> _ABOUT THIS TASK_:
With no addition or omission, return the entries below.

> _INPUT RECORDS_:
>>>

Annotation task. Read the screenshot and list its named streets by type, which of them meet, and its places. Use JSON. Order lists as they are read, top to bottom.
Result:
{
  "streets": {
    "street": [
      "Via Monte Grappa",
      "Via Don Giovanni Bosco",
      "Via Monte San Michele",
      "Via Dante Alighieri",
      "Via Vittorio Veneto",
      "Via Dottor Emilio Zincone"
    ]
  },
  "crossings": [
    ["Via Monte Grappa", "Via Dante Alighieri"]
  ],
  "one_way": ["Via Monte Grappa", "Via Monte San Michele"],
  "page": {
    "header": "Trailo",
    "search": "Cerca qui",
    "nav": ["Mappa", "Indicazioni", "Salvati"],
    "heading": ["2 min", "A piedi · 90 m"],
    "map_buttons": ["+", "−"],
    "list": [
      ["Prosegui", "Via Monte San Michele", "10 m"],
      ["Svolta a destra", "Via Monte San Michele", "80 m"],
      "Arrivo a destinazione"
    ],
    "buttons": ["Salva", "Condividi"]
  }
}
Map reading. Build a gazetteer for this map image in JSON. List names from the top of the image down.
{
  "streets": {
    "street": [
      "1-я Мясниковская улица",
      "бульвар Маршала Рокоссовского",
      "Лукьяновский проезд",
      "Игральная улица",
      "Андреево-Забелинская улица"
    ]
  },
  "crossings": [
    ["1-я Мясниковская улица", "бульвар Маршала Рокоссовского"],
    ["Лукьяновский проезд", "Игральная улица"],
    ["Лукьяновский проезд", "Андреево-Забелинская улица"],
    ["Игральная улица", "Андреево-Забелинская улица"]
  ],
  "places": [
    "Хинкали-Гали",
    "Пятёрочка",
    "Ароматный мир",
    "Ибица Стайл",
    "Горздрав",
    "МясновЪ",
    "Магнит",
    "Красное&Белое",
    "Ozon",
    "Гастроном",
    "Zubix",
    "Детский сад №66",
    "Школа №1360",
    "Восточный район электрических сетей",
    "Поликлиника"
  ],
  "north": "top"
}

<<<

> _RESPONSE TO THIS TASK_:
Annotation task. Read the screenshot and list its named streets by type, which of them meet, and its places. Use JSON. Order lists as they are read, top to bottom.
Result:
{
  "streets": {
    "street": [
      "Via Monte Grappa",
      "Via Don Giovanni Bosco",
      "Via Monte San Michele",
      "Via Dante Alighieri",
      "Via Vittorio Veneto",
      "Via Dottor Emilio Zincone"
    ]
  },
  "crossings": [
    ["Via Monte Grappa", "Via Dante Alighieri"]
  ],
  "one_way": ["Via Monte Grappa", "Via Monte San Michele"],
  "page": {
    "header": "Trailo",
    "search": "Cerca qui",
    "nav": ["Mappa", "Indicazioni", "Salvati"],
    "heading": ["2 min", "A piedi · 90 m"],
    "map_buttons": ["+", "−"],
    "list": [
      ["Prosegui", "Via Monte San Michele", "10 m"],
      ["Svolta a destra", "Via Monte San Michele", "80 m"],
      "Arrivo a destinazione"
    ],
    "buttons": ["Salva", "Condividi"]
  }
}
Map reading. Build a gazetteer for this map image in JSON. List names from the top of the image down.
{
  "streets": {
    "street": [
      "1-я Мясниковская улица",
      "бульвар Маршала Рокоссовского",
      "Лукьяновский проезд",
      "Игральная улица",
      "Андреево-Забелинская улица"
    ]
  },
  "crossings": [
    ["1-я Мясниковская улица", "бульвар Маршала Рокоссовского"],
    ["Лукьяновский проезд", "Игральная улица"],
    ["Лукьяновский проезд", "Андреево-Забелинская улица"],
    ["Игральная улица", "Андреево-Забелинская улица"]
  ],
  "places": [
    "Хинкали-Гали",
    "Пятёрочка",
    "Ароматный мир",
    "Ибица Стайл",
    "Горздрав",
    "МясновЪ",
    "Магнит",
    "Красное&Белое",
    "Ozon",
    "Гастроном",
    "Zubix",
    "Детский сад №66",
    "Школа №1360",
    "Восточный район электрических сетей",
    "Поликлиника"
  ],
  "north": "top"
}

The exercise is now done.